TRY IT
The answer must be the number of lines in the listing below that contain "absolute", and nothing else.

GIVEN DATA
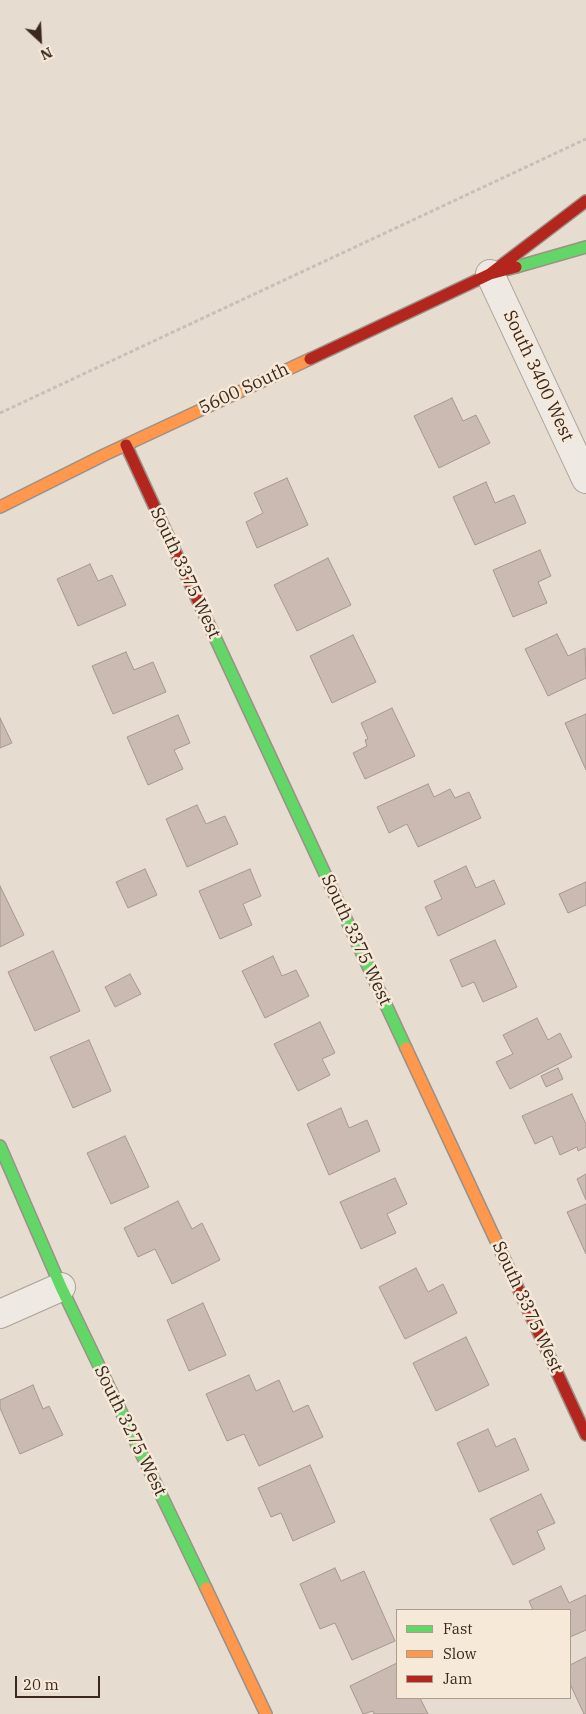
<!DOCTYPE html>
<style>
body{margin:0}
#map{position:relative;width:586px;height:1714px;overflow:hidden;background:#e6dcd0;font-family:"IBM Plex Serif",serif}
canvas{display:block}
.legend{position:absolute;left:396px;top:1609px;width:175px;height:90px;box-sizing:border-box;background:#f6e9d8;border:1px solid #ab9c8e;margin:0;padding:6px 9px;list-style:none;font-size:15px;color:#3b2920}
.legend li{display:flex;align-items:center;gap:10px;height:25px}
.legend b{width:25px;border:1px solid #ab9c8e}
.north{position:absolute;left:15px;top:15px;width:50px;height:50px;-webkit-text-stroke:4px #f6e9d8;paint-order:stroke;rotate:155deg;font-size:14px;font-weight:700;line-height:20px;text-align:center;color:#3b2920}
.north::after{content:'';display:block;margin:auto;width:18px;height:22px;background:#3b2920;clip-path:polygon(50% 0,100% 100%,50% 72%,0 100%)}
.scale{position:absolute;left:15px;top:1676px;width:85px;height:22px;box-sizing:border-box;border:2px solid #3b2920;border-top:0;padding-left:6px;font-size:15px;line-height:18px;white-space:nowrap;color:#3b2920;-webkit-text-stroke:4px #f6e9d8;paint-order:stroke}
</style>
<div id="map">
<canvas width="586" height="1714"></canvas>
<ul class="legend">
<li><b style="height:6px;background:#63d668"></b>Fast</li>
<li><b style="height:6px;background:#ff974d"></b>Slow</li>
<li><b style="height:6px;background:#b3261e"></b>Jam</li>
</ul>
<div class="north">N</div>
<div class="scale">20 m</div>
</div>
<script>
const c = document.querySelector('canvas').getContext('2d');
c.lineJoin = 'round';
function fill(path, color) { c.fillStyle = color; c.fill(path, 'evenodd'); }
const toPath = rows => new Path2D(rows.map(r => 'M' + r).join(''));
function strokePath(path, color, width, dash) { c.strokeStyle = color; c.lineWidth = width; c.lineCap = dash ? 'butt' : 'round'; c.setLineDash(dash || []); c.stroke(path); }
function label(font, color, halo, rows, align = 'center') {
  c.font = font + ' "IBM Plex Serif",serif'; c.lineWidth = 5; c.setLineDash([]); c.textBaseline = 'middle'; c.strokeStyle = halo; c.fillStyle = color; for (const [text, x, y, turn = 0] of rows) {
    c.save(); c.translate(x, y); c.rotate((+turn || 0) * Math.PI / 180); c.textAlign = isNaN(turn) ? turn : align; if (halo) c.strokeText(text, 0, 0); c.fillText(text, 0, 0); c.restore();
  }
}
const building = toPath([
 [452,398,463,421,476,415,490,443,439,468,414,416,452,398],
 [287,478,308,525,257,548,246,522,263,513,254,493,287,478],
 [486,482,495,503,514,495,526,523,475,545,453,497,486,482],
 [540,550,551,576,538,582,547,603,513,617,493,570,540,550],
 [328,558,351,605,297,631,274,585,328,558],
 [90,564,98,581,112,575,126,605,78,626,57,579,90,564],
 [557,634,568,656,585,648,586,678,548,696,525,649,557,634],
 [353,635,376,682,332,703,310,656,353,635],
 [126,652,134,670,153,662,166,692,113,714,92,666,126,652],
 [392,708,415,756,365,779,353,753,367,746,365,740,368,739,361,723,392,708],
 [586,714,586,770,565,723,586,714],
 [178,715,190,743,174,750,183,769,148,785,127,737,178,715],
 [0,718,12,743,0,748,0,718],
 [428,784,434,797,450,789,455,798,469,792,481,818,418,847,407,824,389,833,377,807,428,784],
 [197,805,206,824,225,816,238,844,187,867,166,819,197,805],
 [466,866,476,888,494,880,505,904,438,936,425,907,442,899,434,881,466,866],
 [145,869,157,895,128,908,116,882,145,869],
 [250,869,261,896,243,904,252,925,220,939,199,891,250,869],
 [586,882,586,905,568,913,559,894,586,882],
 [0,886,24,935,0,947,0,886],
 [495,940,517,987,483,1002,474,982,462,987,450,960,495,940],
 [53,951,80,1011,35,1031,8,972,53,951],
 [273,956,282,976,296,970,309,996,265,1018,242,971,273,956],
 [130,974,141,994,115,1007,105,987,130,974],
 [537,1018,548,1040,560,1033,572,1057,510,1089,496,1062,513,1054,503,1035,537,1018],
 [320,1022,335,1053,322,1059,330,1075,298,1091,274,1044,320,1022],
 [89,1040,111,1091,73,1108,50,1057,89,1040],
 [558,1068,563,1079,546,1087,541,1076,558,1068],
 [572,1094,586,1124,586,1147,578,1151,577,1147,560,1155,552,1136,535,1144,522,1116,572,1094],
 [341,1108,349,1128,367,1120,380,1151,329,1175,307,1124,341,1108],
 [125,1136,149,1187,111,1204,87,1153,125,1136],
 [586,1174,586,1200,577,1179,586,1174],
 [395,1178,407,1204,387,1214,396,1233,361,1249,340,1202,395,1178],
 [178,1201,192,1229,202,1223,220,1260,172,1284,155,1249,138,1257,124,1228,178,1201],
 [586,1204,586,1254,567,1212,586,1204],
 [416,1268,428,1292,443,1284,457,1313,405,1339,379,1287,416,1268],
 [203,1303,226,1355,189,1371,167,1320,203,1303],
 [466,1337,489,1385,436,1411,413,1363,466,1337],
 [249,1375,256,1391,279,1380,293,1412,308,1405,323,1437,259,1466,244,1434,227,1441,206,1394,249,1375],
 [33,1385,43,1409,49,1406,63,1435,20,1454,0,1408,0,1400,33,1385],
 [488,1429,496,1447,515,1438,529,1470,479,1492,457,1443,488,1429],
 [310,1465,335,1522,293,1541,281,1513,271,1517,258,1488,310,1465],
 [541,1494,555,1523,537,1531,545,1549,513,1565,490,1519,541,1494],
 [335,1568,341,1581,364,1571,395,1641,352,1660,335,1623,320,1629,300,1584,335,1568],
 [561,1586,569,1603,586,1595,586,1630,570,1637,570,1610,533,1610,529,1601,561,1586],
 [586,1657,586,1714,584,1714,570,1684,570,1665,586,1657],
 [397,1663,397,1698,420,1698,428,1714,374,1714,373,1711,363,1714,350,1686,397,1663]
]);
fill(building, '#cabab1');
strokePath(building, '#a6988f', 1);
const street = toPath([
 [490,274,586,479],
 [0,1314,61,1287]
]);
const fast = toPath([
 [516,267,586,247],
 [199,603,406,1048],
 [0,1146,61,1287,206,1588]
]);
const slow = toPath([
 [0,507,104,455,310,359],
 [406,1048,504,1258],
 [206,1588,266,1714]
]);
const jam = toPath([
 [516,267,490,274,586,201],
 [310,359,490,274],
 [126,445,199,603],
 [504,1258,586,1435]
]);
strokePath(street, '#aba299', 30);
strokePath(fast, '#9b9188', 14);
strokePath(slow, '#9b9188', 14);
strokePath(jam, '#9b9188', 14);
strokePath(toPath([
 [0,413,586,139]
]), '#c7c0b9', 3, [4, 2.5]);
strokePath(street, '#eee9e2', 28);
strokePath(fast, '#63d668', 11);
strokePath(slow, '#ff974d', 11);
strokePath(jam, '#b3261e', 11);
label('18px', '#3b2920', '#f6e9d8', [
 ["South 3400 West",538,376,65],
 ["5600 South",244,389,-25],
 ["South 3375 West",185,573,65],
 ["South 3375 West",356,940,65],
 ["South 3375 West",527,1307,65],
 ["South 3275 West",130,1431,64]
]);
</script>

SOLUTION TO THIS TASK
3